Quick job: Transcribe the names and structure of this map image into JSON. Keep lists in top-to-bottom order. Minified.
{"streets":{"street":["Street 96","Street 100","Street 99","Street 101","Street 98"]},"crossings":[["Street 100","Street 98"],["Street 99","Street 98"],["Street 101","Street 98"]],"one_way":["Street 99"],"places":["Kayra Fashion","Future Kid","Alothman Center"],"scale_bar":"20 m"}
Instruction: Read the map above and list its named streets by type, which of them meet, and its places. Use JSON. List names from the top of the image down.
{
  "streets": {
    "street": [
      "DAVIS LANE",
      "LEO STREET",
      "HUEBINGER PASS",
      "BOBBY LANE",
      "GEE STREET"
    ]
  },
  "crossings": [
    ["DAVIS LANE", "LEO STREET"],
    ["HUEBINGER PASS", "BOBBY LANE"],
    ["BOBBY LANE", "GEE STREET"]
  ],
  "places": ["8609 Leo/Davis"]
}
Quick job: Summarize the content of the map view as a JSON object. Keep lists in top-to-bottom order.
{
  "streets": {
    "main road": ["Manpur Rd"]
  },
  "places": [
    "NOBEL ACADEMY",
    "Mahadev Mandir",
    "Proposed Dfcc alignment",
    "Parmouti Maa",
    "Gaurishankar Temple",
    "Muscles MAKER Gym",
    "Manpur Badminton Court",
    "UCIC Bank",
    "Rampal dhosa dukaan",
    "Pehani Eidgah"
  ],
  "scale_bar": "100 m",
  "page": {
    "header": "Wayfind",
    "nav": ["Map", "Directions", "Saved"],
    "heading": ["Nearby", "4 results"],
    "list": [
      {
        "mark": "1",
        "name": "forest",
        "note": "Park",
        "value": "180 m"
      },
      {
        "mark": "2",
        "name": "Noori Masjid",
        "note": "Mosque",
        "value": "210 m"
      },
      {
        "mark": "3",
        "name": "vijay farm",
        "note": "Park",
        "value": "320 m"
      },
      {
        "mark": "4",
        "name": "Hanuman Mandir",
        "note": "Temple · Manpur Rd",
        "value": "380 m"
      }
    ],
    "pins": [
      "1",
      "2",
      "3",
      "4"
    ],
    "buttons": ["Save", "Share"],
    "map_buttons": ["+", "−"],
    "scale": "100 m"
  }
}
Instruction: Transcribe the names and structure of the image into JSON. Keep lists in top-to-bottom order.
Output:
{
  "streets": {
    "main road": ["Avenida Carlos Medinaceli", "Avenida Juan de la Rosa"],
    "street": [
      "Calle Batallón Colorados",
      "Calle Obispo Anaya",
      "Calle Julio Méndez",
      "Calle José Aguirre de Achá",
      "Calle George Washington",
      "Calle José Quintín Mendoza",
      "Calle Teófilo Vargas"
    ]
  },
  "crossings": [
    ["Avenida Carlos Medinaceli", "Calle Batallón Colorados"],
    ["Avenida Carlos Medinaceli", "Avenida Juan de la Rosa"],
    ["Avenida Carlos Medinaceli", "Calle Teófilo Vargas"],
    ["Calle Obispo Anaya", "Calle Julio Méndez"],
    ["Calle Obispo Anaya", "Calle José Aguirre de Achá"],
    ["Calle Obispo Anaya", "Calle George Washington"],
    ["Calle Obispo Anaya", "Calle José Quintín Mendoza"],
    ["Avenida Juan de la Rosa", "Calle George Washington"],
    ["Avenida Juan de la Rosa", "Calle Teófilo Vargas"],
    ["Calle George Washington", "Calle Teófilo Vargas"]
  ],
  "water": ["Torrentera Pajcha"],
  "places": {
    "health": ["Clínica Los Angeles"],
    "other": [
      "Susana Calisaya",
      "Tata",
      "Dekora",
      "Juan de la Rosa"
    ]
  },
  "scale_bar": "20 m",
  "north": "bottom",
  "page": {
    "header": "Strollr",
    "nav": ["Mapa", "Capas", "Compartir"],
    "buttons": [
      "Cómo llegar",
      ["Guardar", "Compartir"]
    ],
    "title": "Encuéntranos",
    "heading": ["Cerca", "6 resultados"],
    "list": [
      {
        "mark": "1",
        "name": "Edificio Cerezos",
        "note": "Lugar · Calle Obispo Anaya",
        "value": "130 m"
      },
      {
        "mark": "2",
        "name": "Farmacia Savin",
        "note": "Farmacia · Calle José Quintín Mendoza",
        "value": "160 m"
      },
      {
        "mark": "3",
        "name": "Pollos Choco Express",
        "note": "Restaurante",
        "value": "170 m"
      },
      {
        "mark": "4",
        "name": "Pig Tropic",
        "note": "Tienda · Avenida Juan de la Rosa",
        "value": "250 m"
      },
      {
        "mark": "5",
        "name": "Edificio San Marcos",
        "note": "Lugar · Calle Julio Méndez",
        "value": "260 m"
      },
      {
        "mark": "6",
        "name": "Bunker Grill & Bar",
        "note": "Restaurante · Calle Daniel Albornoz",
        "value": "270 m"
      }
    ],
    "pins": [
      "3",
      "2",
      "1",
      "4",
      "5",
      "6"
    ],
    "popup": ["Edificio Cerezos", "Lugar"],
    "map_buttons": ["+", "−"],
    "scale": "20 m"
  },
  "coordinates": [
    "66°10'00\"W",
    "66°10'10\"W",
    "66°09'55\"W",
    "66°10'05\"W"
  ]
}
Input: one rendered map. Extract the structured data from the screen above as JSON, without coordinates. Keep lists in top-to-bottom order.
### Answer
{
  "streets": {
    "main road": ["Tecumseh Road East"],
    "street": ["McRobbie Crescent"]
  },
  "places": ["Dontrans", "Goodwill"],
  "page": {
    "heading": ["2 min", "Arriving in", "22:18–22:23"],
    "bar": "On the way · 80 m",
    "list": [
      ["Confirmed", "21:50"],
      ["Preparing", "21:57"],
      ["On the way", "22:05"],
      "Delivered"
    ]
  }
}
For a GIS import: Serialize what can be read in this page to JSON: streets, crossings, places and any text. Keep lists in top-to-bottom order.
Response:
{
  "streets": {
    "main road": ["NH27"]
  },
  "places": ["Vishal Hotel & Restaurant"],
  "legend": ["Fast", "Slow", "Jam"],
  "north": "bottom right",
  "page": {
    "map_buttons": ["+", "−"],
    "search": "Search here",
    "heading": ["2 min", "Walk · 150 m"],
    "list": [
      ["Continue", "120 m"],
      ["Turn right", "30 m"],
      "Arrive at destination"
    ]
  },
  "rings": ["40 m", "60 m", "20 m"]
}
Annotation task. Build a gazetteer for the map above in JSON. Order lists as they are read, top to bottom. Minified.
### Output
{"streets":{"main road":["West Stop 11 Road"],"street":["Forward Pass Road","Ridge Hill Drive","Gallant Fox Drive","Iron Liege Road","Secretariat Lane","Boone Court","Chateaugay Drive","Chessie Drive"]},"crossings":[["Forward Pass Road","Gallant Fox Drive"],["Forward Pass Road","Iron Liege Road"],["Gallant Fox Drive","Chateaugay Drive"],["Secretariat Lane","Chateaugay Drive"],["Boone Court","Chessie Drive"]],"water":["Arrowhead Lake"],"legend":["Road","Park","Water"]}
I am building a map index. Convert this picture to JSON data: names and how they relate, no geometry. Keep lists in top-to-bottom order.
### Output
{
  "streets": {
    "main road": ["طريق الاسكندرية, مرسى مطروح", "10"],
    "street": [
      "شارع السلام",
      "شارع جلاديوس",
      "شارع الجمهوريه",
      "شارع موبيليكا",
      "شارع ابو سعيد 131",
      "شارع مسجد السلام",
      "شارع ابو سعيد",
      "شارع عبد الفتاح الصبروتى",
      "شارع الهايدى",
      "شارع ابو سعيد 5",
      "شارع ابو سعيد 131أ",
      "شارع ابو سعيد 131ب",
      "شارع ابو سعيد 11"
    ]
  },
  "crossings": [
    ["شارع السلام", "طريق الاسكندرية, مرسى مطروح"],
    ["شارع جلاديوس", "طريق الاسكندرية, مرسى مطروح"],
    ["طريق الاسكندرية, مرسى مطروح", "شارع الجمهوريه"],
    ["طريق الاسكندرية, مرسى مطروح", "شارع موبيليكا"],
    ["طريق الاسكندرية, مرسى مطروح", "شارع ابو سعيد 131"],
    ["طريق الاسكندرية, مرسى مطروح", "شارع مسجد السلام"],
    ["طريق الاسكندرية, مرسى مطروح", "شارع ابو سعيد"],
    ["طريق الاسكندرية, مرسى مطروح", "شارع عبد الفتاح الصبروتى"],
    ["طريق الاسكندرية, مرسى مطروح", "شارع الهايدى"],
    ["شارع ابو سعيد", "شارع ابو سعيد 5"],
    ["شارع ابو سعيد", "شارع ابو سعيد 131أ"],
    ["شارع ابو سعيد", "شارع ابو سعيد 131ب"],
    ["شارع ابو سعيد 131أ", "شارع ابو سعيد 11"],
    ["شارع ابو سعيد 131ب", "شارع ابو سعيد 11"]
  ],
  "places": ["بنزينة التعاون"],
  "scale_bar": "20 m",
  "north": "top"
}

--------------------

▶ **What is required**: Tell me how many lines in the entries contain the string "مرسى", and give nothing besides that number.

▶ **Task output**: 10